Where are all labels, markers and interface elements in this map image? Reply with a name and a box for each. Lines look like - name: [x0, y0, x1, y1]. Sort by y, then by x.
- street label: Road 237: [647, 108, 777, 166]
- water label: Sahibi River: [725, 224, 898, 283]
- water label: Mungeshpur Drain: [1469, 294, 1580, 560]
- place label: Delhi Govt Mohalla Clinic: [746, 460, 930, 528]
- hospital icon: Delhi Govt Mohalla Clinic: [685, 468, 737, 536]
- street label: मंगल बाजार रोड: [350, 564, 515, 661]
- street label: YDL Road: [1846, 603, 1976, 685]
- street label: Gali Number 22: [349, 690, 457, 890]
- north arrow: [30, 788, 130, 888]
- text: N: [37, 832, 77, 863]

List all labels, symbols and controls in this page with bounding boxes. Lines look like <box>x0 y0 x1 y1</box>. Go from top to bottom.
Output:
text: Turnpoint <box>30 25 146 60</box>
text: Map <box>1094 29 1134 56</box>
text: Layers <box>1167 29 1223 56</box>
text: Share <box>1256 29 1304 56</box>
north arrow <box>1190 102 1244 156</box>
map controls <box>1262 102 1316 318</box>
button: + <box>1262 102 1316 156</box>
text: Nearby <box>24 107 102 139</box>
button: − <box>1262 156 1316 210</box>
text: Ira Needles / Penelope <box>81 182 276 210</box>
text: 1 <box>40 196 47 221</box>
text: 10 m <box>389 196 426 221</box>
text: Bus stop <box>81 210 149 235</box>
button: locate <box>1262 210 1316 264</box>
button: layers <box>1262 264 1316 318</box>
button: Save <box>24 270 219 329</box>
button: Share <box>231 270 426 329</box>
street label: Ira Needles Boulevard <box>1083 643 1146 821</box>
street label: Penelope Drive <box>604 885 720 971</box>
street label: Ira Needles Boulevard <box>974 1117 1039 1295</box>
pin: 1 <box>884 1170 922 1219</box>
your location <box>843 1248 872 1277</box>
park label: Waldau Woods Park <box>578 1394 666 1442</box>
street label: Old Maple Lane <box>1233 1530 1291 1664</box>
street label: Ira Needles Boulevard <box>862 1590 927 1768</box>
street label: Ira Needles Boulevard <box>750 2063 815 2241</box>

________________________

■ **Work required**:
Reproduce the full set of entries above exactly, without dropping a line.

■ **Answer to this exercise**:
Where are all labels, markers and interface elements in this map image? Reply with a name and a box for each. Lines look like - name: [x0, y0, x1, y1]. Sort by y, then by x.
- street label: Road 237: [647, 108, 777, 166]
- water label: Sahibi River: [725, 224, 898, 283]
- water label: Mungeshpur Drain: [1469, 294, 1580, 560]
- place label: Delhi Govt Mohalla Clinic: [746, 460, 930, 528]
- hospital icon: Delhi Govt Mohalla Clinic: [685, 468, 737, 536]
- street label: मंगल बाजार रोड: [350, 564, 515, 661]
- street label: YDL Road: [1846, 603, 1976, 685]
- street label: Gali Number 22: [349, 690, 457, 890]
- north arrow: [30, 788, 130, 888]
- text: N: [37, 832, 77, 863]

List all labels, symbols and controls in this page with bounding boxes. Lines look like <box>x0 y0 x1 y1</box>. Go from top to bottom.
Output:
text: Turnpoint <box>30 25 146 60</box>
text: Map <box>1094 29 1134 56</box>
text: Layers <box>1167 29 1223 56</box>
text: Share <box>1256 29 1304 56</box>
north arrow <box>1190 102 1244 156</box>
map controls <box>1262 102 1316 318</box>
button: + <box>1262 102 1316 156</box>
text: Nearby <box>24 107 102 139</box>
button: − <box>1262 156 1316 210</box>
text: Ira Needles / Penelope <box>81 182 276 210</box>
text: 1 <box>40 196 47 221</box>
text: 10 m <box>389 196 426 221</box>
text: Bus stop <box>81 210 149 235</box>
button: locate <box>1262 210 1316 264</box>
button: layers <box>1262 264 1316 318</box>
button: Save <box>24 270 219 329</box>
button: Share <box>231 270 426 329</box>
street label: Ira Needles Boulevard <box>1083 643 1146 821</box>
street label: Penelope Drive <box>604 885 720 971</box>
street label: Ira Needles Boulevard <box>974 1117 1039 1295</box>
pin: 1 <box>884 1170 922 1219</box>
your location <box>843 1248 872 1277</box>
park label: Waldau Woods Park <box>578 1394 666 1442</box>
street label: Old Maple Lane <box>1233 1530 1291 1664</box>
street label: Ira Needles Boulevard <box>862 1590 927 1768</box>
street label: Ira Needles Boulevard <box>750 2063 815 2241</box>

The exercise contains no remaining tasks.